Boeing Fined $12M For FAA Violations (NYSE:BA)

Boeing has missed an important deadline set by the Federal Aviation Administration. The deadline was regarding the submission of service instructions allowing airlines to reduce the risk of fuel tank explosions on hundreds of planes built by the company. For failing to meet the deadline to submit the service instructions, Boeing has agreed to pay a $12 million fine to the FAA.

The company was required to submit the service instructions as part of an effort to address problems with the fuel tanks used by the company. These issues were most notably put on display with the TWA Flight 800 crash off the Long Island borough of New York in 1996. The Boeing 747’s fuel tank exploded over the Atlantic Ocean, killing all 230 people aboard.
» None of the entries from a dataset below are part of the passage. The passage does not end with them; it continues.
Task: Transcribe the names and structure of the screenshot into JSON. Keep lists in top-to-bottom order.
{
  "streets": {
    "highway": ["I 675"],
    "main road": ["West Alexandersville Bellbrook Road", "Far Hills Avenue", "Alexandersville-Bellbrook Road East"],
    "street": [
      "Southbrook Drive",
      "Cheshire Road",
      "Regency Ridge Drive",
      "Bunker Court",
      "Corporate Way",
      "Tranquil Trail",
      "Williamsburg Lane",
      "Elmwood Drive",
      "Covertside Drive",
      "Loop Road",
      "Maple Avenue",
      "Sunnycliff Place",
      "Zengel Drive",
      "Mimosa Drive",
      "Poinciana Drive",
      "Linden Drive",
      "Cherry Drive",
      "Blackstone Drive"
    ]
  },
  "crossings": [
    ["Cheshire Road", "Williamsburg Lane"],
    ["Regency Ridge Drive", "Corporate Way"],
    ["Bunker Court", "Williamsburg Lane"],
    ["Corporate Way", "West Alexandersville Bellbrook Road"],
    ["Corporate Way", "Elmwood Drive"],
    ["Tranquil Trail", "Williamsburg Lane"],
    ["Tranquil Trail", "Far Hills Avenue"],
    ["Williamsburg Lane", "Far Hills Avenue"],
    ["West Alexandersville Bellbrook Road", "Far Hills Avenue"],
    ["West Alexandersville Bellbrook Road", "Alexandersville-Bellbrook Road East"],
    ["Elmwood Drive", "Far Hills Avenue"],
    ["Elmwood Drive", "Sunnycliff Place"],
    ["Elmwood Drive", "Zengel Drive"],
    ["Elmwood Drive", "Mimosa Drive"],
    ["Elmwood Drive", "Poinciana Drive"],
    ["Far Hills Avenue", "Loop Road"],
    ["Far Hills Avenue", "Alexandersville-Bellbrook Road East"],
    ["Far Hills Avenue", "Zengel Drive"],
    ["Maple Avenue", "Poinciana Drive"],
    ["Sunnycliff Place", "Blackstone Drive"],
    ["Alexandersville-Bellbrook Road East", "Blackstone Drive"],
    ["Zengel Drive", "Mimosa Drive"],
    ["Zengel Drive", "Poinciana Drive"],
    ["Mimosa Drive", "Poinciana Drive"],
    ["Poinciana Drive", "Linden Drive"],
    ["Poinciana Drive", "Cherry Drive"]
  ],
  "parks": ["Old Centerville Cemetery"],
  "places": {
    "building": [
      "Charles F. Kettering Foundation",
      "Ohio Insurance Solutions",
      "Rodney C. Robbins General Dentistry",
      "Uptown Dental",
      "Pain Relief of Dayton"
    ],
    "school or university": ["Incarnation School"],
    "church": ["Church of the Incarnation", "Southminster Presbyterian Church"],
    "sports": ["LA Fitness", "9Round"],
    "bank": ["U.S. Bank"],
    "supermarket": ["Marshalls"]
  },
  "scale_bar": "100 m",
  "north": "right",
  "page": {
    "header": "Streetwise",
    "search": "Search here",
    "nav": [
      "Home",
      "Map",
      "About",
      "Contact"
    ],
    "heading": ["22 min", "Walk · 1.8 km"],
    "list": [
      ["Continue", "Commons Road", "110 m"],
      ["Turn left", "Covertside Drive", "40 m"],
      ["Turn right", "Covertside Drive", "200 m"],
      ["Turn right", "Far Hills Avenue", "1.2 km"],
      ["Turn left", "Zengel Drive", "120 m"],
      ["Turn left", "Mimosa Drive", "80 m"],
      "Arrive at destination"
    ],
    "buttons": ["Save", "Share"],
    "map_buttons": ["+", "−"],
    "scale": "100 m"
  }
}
The recovered wreckage of TWA Flight 800 has been reassembled at the National Transportation Safety Board Training Academy for use in training new investigators.

In 2008, the FAA published regulations that gave manufacturers until Dec. 27, 2010, to submit design changes and service instructions to reduce fuel tank flammability to the FAA for approval. Boeing delivered its service instructions to the FAA on Oct. 24, 2011, missing the deadline by 301 days.

The fine also covers other violations by the company, including Boeing’s delay in addressing incorrectly shaped fasteners used on 777 airliners. Boeing discovered the issue in September 2008, but didn’t implement a plan to address it until November 2010, more than two years later. The settlement also includes 11 matters involving “allegations of delays in submitting required safety information, production quality control problems, and failures to implement corrective actions for those production problems,” according to a statement from the agency.

The settlement is the second largest for regulatory violations in the history of the FAA. The FAA first proposed fining Boeing $13.6 million for the fuel tank violations in 2012, and $2.7 million for the fastener problem in 2013. Boeing is required to immediately pay the $12 million, and could be fined an additional $24 million if it fails to take the actions outlined in the agreement.